[[ Given records open ]]

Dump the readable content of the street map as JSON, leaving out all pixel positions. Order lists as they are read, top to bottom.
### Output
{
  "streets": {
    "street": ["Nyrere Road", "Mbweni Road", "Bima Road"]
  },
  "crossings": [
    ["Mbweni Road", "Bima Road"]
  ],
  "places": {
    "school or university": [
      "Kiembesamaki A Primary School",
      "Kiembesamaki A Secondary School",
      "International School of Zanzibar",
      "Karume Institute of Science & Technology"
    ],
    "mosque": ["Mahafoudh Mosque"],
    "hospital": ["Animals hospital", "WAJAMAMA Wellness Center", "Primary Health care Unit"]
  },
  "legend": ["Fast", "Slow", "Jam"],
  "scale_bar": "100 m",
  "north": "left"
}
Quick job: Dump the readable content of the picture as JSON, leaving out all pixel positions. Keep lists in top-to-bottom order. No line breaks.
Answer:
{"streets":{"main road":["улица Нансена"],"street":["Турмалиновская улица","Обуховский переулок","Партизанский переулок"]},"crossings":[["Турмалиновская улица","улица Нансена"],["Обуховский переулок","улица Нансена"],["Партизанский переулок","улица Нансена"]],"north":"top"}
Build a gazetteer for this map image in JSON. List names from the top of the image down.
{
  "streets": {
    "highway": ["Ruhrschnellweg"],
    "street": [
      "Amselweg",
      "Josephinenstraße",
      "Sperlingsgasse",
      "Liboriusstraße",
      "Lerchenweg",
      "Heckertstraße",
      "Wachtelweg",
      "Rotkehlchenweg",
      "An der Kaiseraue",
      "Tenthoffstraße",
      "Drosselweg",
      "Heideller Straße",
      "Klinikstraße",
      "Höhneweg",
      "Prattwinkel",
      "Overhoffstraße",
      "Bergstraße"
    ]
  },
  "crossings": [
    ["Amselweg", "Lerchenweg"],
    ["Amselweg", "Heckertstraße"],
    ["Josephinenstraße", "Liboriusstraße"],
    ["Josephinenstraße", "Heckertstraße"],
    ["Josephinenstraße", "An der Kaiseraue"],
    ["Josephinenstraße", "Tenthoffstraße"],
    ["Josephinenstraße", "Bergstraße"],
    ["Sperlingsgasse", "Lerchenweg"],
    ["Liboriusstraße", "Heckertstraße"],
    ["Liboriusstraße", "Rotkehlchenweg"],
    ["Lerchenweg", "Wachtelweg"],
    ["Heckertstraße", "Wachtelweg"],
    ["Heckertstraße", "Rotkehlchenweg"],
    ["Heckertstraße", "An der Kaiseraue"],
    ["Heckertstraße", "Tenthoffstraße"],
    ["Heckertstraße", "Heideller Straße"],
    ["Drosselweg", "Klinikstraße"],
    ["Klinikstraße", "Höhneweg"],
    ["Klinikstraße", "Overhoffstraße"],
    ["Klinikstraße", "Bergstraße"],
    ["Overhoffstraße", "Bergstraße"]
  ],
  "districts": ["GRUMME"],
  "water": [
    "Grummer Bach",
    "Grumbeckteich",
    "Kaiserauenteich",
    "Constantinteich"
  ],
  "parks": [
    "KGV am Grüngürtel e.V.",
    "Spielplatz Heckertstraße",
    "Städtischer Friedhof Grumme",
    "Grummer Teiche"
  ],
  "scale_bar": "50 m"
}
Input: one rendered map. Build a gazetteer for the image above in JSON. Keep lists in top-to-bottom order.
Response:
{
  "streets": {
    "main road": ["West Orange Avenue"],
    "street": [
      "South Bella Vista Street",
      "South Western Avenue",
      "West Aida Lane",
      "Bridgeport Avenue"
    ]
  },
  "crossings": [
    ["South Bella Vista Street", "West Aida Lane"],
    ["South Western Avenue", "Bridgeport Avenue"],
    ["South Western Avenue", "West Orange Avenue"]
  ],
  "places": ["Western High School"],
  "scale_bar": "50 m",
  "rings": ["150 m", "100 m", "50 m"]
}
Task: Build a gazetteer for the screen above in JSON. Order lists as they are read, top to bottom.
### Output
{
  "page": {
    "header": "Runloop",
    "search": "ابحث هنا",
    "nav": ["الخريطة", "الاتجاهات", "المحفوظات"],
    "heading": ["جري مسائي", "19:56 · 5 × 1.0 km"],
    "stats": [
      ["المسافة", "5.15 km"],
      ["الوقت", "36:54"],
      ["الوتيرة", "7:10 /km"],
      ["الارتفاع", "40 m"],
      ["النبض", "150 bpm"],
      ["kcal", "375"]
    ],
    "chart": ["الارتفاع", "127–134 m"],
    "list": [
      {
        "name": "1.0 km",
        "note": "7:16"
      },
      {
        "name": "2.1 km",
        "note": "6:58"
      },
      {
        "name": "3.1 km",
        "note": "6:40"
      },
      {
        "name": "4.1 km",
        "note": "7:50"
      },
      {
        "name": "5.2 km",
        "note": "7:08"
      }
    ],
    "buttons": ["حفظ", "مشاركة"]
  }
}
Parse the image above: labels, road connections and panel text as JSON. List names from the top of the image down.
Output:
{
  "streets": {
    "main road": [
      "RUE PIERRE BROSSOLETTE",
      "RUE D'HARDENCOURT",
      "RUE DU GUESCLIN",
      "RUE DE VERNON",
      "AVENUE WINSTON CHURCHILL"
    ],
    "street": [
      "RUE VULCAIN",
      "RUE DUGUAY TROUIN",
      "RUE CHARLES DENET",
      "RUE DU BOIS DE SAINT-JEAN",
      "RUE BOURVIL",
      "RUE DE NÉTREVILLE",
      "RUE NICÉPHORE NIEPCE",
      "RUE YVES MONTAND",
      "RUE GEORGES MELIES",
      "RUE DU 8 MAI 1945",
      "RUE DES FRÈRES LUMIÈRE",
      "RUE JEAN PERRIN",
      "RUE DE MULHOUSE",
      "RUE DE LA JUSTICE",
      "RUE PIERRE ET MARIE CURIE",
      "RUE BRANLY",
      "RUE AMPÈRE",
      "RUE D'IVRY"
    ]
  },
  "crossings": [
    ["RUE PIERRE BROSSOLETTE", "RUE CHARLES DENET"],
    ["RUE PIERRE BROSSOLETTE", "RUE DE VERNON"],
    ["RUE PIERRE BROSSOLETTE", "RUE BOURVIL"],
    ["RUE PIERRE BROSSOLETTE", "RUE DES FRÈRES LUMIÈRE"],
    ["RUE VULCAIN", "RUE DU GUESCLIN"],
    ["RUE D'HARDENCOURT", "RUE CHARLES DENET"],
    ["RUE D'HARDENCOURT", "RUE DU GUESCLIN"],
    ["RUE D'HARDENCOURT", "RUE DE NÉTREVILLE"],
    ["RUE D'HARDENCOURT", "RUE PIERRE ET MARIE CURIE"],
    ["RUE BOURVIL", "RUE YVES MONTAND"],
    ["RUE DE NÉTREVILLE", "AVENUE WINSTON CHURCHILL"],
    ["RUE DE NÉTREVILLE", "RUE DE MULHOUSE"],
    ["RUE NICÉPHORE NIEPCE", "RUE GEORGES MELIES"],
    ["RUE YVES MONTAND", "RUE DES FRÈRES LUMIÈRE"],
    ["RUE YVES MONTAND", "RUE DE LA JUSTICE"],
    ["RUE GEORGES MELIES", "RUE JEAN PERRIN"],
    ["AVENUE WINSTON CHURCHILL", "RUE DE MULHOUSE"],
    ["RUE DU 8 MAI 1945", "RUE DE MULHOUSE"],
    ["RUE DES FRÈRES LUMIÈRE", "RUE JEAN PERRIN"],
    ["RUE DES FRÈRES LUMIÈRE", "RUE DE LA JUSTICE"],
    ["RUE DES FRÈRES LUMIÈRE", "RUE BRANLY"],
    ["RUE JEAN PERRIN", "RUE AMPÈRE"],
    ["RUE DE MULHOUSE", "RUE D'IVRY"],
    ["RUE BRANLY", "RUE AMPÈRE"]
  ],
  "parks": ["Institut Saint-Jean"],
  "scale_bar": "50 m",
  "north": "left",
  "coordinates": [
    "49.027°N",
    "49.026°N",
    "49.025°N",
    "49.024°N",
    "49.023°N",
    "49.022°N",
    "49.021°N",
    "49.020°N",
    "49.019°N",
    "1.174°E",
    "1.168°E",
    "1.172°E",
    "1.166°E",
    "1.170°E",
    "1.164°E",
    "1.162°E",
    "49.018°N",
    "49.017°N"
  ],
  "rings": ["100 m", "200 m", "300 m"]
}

[[ Given records closed ]]

Work request:
Check the entries above for the word "JUSTICE" and copy every line where it turns up.

Problem solution:
      "RUE DE LA JUSTICE",
    ["RUE YVES MONTAND", "RUE DE LA JUSTICE"],
    ["RUE DES FRÈRES LUMIÈRE", "RUE DE LA JUSTICE"],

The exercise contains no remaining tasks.